Drowning in Contingency: Nonbeing in Frantz Fanon’s Black Skin, White Masks
Author:
Robyn Joy Coleman
Degree Date:
May, 2013
Committee Chairperson:
Grant Aubrey Farred
Call Number:
Thesis DT 3.5 2013 C654
Description:
84 leaves ; 29 cm.
Abstract:
In this project, I consider how a thinking of what nonbeing is informs our engagement with it in the context of Frantz Fanon’s Black Skin, White Masks. This perspective is largely distinct. Although nonbeing has been interpreted, and most predominately, as Fanon 's endeavor to explain the enduring and detrimental effects of colonialism on the black, scholars have yet to show an engagement with the existential tradition from which nonbeing comes prior to their interpretations. Among these articulations is the concern that Fanon and nonbeing represent two seemingly incompatible or, irreconcilable traditions - that of existentialism, of philosophy which is readily characterized as European, and what today, we have come to know of as black studies, a legacy in which Fanon is thought to be inevitably and unequivocally engrossed. The literature suggests that thinking Fanon and nonbeing has been an ideological struggle.
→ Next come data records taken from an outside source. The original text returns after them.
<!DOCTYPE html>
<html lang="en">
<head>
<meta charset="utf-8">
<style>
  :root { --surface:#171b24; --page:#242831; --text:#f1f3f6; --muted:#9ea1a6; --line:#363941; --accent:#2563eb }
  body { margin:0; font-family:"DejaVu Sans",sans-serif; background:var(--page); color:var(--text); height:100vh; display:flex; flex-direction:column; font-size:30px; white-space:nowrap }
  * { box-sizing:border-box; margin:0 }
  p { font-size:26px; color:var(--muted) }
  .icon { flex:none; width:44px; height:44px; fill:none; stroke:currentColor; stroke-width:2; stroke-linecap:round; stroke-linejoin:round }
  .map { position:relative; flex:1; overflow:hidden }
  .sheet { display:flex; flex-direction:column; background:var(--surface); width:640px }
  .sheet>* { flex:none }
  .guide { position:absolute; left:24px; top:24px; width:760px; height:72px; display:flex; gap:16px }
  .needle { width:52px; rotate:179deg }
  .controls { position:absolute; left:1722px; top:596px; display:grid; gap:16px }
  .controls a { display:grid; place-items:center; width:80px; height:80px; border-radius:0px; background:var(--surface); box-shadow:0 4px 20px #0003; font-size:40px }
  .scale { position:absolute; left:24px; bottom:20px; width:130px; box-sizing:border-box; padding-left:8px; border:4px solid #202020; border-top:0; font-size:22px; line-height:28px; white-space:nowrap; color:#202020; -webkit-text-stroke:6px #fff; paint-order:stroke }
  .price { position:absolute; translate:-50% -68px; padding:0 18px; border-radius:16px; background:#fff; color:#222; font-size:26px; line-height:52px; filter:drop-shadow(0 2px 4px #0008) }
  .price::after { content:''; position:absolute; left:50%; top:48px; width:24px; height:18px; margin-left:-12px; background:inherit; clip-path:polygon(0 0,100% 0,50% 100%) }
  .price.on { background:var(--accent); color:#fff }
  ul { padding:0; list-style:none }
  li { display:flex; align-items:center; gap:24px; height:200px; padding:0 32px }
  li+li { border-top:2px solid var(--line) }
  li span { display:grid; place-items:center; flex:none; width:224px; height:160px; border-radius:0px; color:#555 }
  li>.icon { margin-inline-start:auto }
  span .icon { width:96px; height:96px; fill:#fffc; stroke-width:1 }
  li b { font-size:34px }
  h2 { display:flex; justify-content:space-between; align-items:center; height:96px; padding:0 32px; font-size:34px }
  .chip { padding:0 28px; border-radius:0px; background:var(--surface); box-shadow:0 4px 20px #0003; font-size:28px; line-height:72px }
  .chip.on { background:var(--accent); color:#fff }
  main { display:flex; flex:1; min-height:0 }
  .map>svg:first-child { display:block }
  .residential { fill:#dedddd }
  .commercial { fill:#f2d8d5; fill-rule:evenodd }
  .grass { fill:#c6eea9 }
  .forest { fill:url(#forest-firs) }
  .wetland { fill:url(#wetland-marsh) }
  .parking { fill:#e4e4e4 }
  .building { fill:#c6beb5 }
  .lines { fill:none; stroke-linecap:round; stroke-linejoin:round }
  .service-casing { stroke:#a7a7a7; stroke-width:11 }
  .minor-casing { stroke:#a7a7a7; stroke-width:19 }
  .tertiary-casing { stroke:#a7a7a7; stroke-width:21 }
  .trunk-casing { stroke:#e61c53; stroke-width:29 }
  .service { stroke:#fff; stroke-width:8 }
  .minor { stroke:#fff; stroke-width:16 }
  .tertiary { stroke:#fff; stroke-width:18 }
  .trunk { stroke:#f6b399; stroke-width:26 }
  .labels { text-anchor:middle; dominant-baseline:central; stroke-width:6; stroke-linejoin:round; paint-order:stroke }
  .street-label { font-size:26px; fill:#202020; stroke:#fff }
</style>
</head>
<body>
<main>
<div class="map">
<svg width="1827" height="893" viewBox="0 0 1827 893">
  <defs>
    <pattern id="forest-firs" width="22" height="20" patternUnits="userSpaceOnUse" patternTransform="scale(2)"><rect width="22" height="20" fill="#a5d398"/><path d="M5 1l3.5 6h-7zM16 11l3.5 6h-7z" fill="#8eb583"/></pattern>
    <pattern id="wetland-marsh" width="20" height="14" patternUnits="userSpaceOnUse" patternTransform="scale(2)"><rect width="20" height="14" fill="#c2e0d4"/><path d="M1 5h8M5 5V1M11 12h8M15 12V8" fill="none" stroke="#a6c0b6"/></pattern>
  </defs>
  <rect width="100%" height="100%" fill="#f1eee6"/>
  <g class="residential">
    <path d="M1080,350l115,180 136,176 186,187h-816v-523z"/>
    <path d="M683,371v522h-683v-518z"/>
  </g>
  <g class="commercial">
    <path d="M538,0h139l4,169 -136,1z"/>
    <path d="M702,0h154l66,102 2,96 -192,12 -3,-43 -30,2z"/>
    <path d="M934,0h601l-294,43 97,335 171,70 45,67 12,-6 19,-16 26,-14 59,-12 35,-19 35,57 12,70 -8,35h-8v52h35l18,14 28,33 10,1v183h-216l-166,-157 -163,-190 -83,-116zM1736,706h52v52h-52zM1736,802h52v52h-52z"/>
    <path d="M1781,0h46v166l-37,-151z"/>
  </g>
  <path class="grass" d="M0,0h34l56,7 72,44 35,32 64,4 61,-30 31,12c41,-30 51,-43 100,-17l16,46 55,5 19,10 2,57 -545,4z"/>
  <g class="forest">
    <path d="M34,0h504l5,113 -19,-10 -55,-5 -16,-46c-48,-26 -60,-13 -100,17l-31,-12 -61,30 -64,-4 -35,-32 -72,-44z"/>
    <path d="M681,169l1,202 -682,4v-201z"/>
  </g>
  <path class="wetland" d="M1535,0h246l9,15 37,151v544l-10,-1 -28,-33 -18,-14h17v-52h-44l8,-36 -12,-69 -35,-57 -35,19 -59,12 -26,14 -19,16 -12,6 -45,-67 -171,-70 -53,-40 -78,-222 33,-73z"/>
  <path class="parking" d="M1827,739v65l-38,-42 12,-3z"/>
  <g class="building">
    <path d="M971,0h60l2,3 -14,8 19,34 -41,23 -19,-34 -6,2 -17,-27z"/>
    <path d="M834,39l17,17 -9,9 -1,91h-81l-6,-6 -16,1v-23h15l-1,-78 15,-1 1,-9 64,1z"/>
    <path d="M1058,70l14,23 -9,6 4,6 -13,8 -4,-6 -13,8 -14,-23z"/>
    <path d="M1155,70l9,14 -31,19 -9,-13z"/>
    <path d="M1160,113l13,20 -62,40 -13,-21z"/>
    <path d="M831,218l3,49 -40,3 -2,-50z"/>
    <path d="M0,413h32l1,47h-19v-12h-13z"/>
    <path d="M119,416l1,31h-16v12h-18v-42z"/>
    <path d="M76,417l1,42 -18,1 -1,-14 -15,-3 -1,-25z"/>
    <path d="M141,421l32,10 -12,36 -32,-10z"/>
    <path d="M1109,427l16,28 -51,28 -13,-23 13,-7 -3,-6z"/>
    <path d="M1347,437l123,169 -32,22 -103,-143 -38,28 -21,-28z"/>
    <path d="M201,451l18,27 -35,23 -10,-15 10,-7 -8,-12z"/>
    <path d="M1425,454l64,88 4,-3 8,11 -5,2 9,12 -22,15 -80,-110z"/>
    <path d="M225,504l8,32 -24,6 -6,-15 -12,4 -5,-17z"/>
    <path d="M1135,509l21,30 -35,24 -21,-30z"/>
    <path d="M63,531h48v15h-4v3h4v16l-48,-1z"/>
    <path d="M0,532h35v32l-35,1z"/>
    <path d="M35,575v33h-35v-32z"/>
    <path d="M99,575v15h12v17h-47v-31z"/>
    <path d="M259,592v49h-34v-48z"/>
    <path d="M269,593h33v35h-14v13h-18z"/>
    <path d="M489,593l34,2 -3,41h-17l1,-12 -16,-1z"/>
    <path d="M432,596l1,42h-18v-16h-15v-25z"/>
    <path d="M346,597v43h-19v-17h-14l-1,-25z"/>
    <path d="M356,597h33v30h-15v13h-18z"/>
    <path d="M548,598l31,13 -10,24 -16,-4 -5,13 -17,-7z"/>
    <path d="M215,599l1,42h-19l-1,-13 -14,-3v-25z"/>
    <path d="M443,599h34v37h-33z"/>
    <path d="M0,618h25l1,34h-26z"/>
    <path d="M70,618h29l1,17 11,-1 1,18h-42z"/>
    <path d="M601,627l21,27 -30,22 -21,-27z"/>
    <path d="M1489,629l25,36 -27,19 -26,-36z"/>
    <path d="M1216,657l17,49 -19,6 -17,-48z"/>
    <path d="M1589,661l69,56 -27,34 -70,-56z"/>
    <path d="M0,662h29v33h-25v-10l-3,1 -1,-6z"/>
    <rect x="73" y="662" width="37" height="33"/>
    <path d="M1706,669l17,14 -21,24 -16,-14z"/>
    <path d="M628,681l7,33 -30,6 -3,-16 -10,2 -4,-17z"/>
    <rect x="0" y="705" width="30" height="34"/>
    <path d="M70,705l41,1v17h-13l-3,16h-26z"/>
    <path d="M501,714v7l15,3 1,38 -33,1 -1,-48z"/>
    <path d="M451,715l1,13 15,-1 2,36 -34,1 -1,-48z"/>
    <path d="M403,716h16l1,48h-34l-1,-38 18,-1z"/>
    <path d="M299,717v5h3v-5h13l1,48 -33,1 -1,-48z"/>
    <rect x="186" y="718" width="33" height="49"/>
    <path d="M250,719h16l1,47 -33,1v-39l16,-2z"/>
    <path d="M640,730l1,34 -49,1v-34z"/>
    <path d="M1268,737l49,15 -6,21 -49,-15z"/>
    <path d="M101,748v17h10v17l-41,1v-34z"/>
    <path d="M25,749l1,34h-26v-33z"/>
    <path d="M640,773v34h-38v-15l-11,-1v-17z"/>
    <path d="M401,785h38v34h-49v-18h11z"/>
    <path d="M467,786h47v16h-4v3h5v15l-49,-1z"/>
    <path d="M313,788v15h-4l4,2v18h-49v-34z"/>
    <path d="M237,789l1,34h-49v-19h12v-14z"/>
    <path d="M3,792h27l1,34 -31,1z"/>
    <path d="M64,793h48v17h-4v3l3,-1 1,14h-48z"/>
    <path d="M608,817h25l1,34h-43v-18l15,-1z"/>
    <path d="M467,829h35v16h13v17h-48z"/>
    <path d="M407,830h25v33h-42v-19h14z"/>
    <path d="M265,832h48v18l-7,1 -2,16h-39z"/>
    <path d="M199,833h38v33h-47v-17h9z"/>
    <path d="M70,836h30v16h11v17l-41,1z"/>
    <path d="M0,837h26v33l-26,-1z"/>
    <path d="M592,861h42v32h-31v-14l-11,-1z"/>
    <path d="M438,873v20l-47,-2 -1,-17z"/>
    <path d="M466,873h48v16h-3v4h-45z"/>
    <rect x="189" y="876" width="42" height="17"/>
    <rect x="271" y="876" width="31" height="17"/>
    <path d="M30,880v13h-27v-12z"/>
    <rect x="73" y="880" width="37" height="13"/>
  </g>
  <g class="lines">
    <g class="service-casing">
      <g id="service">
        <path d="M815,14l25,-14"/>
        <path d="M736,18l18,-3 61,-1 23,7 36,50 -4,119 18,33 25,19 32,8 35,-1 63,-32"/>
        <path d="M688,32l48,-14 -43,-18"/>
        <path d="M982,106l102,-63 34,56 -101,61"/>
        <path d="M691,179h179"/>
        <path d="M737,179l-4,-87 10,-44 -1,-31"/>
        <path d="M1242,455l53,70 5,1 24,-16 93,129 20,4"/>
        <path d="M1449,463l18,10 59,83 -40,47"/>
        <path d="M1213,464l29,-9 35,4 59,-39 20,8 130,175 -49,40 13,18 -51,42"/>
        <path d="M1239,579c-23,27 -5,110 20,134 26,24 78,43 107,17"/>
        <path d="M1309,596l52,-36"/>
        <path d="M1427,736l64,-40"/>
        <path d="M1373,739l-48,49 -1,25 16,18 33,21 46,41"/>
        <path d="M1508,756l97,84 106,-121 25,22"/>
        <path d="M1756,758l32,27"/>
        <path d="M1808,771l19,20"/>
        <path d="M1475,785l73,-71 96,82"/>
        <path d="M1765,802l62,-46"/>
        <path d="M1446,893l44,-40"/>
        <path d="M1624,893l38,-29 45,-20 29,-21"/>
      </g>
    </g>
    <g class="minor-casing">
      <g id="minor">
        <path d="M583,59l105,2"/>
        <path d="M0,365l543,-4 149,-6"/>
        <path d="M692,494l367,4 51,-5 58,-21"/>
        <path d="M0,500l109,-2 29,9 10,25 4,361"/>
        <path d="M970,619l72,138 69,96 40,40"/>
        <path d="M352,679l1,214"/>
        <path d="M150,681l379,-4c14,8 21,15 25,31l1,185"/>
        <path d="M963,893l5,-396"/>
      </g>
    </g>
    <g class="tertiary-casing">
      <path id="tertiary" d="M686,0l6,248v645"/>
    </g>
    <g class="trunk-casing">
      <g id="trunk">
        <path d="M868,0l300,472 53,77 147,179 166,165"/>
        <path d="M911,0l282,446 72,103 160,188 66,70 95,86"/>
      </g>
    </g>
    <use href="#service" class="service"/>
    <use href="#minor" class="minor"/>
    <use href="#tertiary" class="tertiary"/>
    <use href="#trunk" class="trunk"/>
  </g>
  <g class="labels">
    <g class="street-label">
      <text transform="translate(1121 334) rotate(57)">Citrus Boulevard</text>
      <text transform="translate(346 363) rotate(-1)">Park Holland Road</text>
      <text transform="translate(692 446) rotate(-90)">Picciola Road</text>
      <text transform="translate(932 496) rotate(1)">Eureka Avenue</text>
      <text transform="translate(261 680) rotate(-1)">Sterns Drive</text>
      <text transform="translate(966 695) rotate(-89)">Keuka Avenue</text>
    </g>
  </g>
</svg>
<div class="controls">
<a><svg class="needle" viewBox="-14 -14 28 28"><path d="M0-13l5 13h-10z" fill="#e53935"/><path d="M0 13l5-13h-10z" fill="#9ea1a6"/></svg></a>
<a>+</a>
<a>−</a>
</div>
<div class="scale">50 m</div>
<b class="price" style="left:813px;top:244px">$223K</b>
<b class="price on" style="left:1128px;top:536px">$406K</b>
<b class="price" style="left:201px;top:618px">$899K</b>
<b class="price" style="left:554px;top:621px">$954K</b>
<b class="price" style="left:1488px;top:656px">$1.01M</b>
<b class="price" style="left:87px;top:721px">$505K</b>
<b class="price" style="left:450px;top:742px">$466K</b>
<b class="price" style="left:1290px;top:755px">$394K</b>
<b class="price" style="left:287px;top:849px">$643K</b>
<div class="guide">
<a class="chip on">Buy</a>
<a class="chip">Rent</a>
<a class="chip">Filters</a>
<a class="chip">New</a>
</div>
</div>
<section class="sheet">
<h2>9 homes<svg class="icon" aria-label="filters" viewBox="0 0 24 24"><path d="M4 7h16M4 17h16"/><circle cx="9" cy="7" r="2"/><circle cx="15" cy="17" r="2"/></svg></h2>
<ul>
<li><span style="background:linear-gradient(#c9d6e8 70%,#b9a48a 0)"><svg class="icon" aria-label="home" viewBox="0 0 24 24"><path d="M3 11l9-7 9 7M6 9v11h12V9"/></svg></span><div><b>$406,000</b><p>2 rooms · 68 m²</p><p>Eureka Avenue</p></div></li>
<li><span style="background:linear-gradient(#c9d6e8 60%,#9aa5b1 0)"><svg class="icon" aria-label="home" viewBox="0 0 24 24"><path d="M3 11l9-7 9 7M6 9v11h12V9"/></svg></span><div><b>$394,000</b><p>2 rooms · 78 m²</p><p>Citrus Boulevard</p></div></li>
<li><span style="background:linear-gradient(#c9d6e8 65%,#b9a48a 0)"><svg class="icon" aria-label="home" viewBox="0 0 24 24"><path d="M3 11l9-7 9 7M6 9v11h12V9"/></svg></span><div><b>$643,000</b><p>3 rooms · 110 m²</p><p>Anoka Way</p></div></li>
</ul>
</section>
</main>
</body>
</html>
In conjunction with my explication of nonbeing, this project focuses on Aime Cesaire's Discourse on Colonialism and Jean-Paul Sartre's Anti-Semite and Jew as these theorists and their works have been associated with Fanon's thinking of nonbeing. This thesis is concerned with Fanon's individual specificity; the degree to which Fanon in Black Skin, White Masks is dependent on the ideological underpinnings of Cesaire and Sartre in his preoccupation of nonbeing and most importantly, his thinking for a new humanism. Through this approach, this project seeks to show that if any thinker is to be thought most succinctly with Fanon, so as to understand how he clears a path from non being to his new humanism in Black Skin, White Masks it is Martin Heidegger, beginning with his magnum opus Being and Time and continuing with Letter on Humanism.